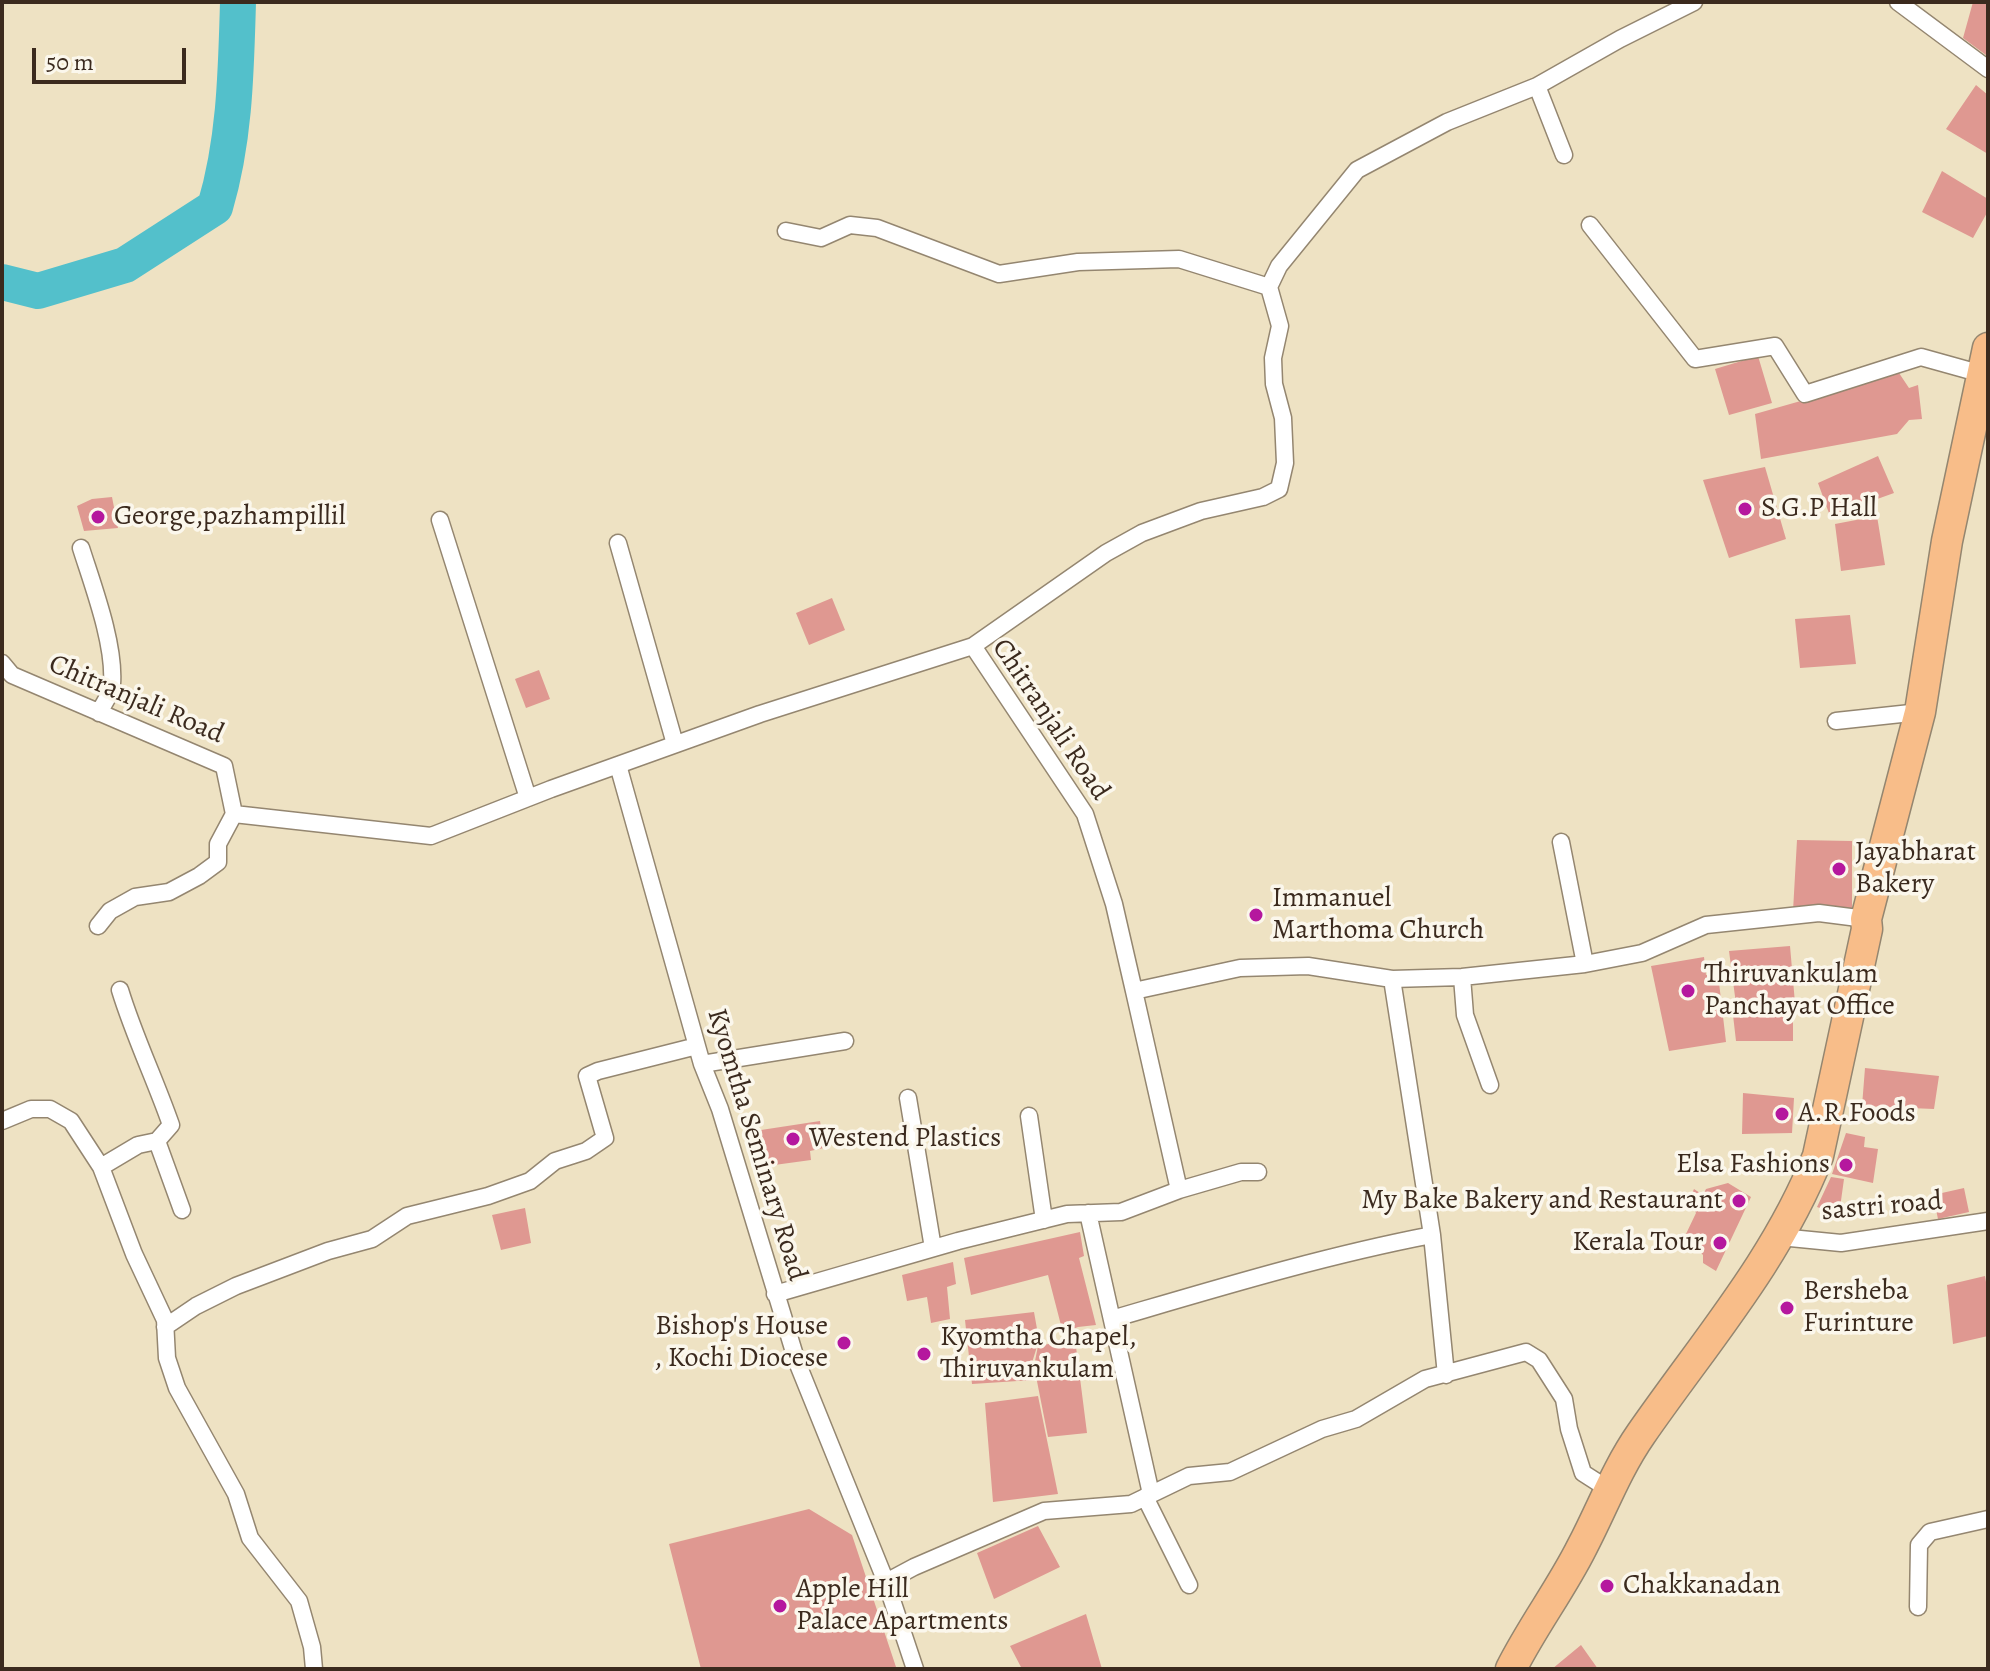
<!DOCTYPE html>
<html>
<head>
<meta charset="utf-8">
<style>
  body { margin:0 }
  #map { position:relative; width:1990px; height:1671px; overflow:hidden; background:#eee2c3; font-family:Alegreya,serif }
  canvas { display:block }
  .frame { position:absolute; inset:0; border:4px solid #3b2a1e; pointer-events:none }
  .scale { position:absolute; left:32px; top:48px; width:154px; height:36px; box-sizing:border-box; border:4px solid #3b2a1e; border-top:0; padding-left:10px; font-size:24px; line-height:28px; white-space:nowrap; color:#3b2a1e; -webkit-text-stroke:6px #fbf7ec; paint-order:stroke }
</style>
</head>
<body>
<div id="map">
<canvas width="1990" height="1671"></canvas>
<div class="frame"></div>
<div class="scale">50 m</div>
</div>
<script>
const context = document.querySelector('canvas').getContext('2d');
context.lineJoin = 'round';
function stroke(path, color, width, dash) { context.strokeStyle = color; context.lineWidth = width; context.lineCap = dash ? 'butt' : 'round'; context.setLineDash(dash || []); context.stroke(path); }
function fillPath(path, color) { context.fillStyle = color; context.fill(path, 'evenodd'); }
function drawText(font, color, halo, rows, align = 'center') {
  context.font = font + ' Alegreya,serif'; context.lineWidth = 7; context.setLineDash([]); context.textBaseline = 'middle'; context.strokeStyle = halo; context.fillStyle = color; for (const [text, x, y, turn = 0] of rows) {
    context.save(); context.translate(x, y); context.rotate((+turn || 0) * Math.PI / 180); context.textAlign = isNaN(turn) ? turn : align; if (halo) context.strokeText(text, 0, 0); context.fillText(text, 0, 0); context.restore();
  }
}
const river = new Path2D(`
  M 2,282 L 38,291 L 125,265 L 215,207 C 235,140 236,71 238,2`);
const building = new Path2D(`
  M 1973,2 L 1988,2 L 1986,55 L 1963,38 Z
  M 1976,85 L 1988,95 L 1988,154 L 1946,129 Z
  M 1942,171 L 1988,199 L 1988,211 L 1973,238 L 1922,212 Z
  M 1758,356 L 1772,403 L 1729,415 L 1715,369 Z
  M 1899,373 L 1909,388 L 1918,385 L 1922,419 L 1909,420 L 1897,434 L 1761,459 L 1755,414 Z
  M 1878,456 L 1894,493 L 1830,516 L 1818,483 Z
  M 1765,467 L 1786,539 L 1729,558 L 1703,480 Z
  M 112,497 L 118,528 L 84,531 L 77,506 L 92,499 Z
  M 1877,516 L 1885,565 L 1841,571 L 1835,524 Z
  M 832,598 L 845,630 L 809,645 L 796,613 Z
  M 1850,615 L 1856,664 L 1800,668 L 1795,619 Z
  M 539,670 L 550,699 L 526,708 L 515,679 Z
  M 1797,840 L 1852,841 L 1852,909 L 1813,907 L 1793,911 Z
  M 1790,946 L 1795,1003 L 1736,1004 L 1729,951 Z
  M 1704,957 L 1706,975 L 1718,974 L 1726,1042 L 1669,1051 L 1651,966 Z
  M 1733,1015 L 1793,1016 L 1793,1041 L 1736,1041 Z
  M 1865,1068 L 1939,1076 L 1934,1109 L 1862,1106 Z
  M 1743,1093 L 1794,1098 L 1792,1133 L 1742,1134 Z
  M 820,1121 L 824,1148 L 810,1151 L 811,1160 L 767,1166 L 761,1130 Z
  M 1846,1133 L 1865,1137 L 1864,1147 L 1878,1149 L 1873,1183 L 1832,1174 Z
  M 1831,1177 L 1844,1179 L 1839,1215 L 1817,1207 Z
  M 1728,1183 L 1751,1197 L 1716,1271 L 1703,1263 L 1703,1255 L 1685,1236 L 1696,1213 L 1689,1200 L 1694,1189 L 1703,1195 L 1706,1189 Z
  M 1964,1188 L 1969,1212 L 1938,1219 L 1933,1195 Z
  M 525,1208 L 531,1243 L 501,1250 L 492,1215 Z
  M 1080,1232 L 1084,1256 L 1079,1258 L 1096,1325 L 1078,1327 L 1063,1333 L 1048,1275 L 971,1295 L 964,1258 Z
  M 953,1262 L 956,1284 L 947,1287 L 950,1319 L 931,1323 L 927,1297 L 907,1301 L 902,1275 Z
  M 1985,1276 L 1988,1294 L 1988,1336 L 1953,1344 L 1947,1285 Z
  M 1034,1312 L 1039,1340 L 1031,1366 L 1033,1380 L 972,1384 L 965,1320 Z
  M 1075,1339 L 1087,1433 L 1048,1437 L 1034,1366 L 1038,1346 Z
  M 1038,1396 L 1058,1494 L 993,1502 L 985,1403 Z
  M 809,1509 L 852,1535 L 896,1667 L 887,1669 L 701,1669 L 669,1544 Z
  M 1038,1526 L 1060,1567 L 994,1599 L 977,1553 Z
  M 1086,1614 L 1102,1669 L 1022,1669 L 1010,1646 Z
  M 1581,1645 L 1598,1669 L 1552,1669 Z`);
const street = new Path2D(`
  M 1898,2 L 1988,69
  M 1537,86 L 1564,155
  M 1590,225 L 1695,359 L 1775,346 L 1805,394 L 1921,357 L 1982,374
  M 786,231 L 821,238 L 850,225 L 877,228 L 999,274 L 1078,262 L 1179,259 L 1269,287
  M 440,520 L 528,798
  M 618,543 L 675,744
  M 81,548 C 93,586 115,644 112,684 C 112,693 103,704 99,713
  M 973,646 L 1106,553 L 1142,533 L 1201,511 L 1263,497 L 1279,489 L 1285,463 L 1283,418 L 1274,384 L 1273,358 L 1280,326 L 1269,287 L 1279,266 L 1357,170 L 1447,122 L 1537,86 L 1620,39 L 1694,2
  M 2,663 L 12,675 L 224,766 L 234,814 L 431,836 L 551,789 L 760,714 L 973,646 L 1085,814 L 1114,904 L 1134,991 L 1240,968 L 1308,966 L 1392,979 L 1462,977 L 1585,964 L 1642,953 L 1706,925 L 1819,913 L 1866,919
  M 1836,721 L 1920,712
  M 618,765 L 702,1064 L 720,1109 L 797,1362 L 886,1582 L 915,1669
  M 1561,842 L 1585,964
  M 98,926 L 110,911 L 135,897 L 169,892 L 199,876 L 218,862 L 218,844 L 234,814
  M 1462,977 L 1465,1015 L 1490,1085
  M 1392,979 L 1432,1235
  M 702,1064 L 845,1041
  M 908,1098 L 933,1248
  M 1029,1116 L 1044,1220
  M 2,1121 L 31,1109 L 50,1109 L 71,1121 L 101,1167 L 134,1254 L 165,1320 L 167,1358 L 177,1388 L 236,1494 L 250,1538 L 299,1601 L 312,1647 L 314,1669
  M 157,1141 L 182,1210
  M 101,1167 L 138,1145 L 157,1141 L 171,1125 C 155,1079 134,1036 120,990
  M 1179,1190 L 1241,1172 L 1258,1172
  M 1088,1213 L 1151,1494
  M 1780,1237 L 1841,1243 L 1988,1221
  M 775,1294 L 958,1241 L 1067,1214 L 1121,1212 L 1179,1190 L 1134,991
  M 1112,1319 C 1218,1288 1323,1256 1432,1235 L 1446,1375
  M 165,1327 L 196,1306 L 236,1286 L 328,1251 L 372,1239 L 407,1216 L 488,1196 L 530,1181 L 555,1161 L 586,1151 L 605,1138 L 587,1076 L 598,1071 L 697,1046
  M 1145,1497 L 1189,1585
  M 886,1582 L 914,1567 L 1044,1511 L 1131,1504 L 1189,1476 L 1230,1472 L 1322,1429 L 1356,1419 L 1425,1379 L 1526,1352 L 1539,1360 L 1564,1399 L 1569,1429 L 1583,1473 L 1608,1489
  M 1918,1607 L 1919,1545 L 1930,1532 L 1988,1519`);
const highway = new Path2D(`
  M 1511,1669 C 1532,1627 1561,1589 1582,1547 C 1602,1509 1616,1470 1641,1434 C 1704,1343 1777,1260 1818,1156 L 1867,929 L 1866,919 L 1920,712 L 1947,541 L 1988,348`);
const markers = [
  [1745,509,8,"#b5179e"],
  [98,517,8,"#b5179e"],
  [1839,869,8,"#b5179e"],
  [1256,915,8,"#b5179e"],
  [1688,991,8,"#b5179e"],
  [1782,1114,8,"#b5179e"],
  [793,1139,8,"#b5179e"],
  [1846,1165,8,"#b5179e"],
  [1739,1201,8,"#b5179e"],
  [1720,1243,8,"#b5179e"],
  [1787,1308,8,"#b5179e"],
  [844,1343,8,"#b5179e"],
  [924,1354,8,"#b5179e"],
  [1607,1586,8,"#b5179e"],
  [780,1606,8,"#b5179e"]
];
const poiNames = [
  ["S.G.P Hall",1761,509],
  ["George,pazhampillil",114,517],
  ["Jayabharat",1855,853],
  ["Bakery",1855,885],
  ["Immanuel",1272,899],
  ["Marthoma Church",1272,931],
  ["Thiruvankulam",1704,975],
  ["Panchayat Office",1704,1007],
  ["A.R.Foods",1798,1114],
  ["Westend Plastics",809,1139],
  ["Elsa Fashions",1830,1165,"right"],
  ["My Bake Bakery and Restaurant",1723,1201,"right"],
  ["Kerala Tour",1704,1243,"right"],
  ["Bersheba",1803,1292],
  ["Furinture",1803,1324],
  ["Bishop's House",828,1327,"right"],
  [", Kochi Diocese",828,1359,"right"],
  ["Kyomtha Chapel,",940,1338],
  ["Thiruvankulam",940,1370],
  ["Chakkanadan",1623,1586],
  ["Apple Hill",796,1590],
  ["Palace Apartments",796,1622]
];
const streetNames = [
  ["Chitranjali Road",136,700,23],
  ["Chitranjali Road",1050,720,56],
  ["Kyomtha Seminary Road",756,1145,73],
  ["sastri road",1882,1207,-5]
];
stroke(river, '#53c0cb', 36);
fillPath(building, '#df9891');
stroke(street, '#948670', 19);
stroke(highway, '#948670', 33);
stroke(street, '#fff', 16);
stroke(highway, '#f8bd89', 30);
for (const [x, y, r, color] of markers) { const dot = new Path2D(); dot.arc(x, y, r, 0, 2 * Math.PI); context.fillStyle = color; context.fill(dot); stroke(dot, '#fbf7ec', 3); }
drawText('28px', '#3b2a1e', '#fbf7ec', poiNames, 'left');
drawText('28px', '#3b2a1e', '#fbf7ec', streetNames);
</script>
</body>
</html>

^^^^

■ Goal of the exercise
Using only the data above, copy out the lines that include the word "canvas".

■ Solution for this exercise
  canvas { display:block }
<canvas width="1990" height="1671"></canvas>
const context = document.querySelector('canvas').getContext('2d');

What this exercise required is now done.